◆ Task requirements ◆
Extract all lines in the data that contain the word "page".

◆ Data section ◆
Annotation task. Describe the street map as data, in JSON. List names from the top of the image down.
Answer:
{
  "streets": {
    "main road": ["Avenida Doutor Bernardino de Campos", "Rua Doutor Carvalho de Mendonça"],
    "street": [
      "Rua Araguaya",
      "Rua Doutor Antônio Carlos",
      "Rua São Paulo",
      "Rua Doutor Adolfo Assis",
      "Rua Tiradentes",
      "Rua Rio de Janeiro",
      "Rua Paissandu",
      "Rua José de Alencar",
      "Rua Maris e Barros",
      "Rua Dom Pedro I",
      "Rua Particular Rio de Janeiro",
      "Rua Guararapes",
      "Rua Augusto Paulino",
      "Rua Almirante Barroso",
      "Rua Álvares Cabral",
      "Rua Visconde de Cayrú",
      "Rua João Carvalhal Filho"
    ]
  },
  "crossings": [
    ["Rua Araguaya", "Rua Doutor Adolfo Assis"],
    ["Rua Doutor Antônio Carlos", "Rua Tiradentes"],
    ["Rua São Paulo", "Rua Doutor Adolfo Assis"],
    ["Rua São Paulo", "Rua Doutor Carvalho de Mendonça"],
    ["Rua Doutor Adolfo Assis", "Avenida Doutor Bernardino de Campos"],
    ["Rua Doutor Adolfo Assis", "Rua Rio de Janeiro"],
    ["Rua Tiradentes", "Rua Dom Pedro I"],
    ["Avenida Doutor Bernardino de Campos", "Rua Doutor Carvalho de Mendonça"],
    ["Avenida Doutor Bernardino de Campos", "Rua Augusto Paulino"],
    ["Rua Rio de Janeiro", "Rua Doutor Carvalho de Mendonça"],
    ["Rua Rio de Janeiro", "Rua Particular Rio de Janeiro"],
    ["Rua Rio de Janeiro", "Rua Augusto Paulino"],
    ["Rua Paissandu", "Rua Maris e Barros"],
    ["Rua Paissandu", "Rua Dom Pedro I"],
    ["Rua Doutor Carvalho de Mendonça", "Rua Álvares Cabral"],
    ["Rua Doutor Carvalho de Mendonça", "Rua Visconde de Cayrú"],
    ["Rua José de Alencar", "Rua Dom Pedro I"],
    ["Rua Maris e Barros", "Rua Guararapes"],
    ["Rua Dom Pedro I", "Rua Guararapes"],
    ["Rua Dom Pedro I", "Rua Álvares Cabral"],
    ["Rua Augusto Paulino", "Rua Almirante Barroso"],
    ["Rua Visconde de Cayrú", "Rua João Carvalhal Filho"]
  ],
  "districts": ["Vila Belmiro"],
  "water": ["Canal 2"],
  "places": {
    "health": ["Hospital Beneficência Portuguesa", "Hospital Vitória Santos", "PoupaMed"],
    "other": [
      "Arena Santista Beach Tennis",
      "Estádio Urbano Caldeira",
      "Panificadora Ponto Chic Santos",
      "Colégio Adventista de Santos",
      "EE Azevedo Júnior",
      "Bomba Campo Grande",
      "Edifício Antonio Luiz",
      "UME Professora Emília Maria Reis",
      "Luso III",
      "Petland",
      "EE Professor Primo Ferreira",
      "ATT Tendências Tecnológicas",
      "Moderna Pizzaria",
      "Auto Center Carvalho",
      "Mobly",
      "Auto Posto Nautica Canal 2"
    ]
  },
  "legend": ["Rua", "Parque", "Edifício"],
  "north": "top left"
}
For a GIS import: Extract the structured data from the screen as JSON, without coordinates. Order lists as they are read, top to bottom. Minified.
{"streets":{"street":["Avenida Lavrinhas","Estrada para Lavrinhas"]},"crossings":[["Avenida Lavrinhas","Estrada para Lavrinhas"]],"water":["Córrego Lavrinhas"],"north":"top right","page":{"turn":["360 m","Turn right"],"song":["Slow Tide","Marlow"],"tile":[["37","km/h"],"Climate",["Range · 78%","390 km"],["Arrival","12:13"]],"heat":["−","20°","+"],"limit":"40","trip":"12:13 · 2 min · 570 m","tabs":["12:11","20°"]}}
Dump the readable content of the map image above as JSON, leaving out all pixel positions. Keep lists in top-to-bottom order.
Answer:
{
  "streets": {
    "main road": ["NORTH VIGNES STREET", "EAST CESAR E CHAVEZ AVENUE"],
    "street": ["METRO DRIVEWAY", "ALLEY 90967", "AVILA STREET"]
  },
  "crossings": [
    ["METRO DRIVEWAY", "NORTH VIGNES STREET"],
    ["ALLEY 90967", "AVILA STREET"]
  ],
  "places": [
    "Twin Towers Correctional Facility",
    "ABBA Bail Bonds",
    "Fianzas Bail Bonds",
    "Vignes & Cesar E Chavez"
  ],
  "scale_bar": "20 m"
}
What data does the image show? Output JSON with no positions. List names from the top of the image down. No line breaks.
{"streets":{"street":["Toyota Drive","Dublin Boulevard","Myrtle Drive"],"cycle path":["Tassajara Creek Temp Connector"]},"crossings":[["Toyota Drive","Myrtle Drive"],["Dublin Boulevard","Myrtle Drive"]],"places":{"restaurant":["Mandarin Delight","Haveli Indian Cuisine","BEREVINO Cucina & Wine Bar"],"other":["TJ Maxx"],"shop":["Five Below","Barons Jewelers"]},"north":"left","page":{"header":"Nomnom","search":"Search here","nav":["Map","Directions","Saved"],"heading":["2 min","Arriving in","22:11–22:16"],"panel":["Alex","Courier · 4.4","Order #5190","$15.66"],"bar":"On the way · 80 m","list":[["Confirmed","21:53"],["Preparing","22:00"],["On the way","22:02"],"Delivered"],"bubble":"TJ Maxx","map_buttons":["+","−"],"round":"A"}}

◆ Result for this task ◆
{"streets":{"street":["Avenida Lavrinhas","Estrada para Lavrinhas"]},"crossings":[["Avenida Lavrinhas","Estrada para Lavrinhas"]],"water":["Córrego Lavrinhas"],"north":"top right","page":{"turn":["360 m","Turn right"],"song":["Slow Tide","Marlow"],"tile":[["37","km/h"],"Climate",["Range · 78%","390 km"],["Arrival","12:13"]],"heat":["−","20°","+"],"limit":"40","trip":"12:13 · 2 min · 570 m","tabs":["12:11","20°"]}}
{"streets":{"street":["Toyota Drive","Dublin Boulevard","Myrtle Drive"],"cycle path":["Tassajara Creek Temp Connector"]},"crossings":[["Toyota Drive","Myrtle Drive"],["Dublin Boulevard","Myrtle Drive"]],"places":{"restaurant":["Mandarin Delight","Haveli Indian Cuisine","BEREVINO Cucina & Wine Bar"],"other":["TJ Maxx"],"shop":["Five Below","Barons Jewelers"]},"north":"left","page":{"header":"Nomnom","search":"Search here","nav":["Map","Directions","Saved"],"heading":["2 min","Arriving in","22:11–22:16"],"panel":["Alex","Courier · 4.4","Order #5190","$15.66"],"bar":"On the way · 80 m","list":[["Confirmed","21:53"],["Preparing","22:00"],["On the way","22:02"],"Delivered"],"bubble":"TJ Maxx","map_buttons":["+","−"],"round":"A"}}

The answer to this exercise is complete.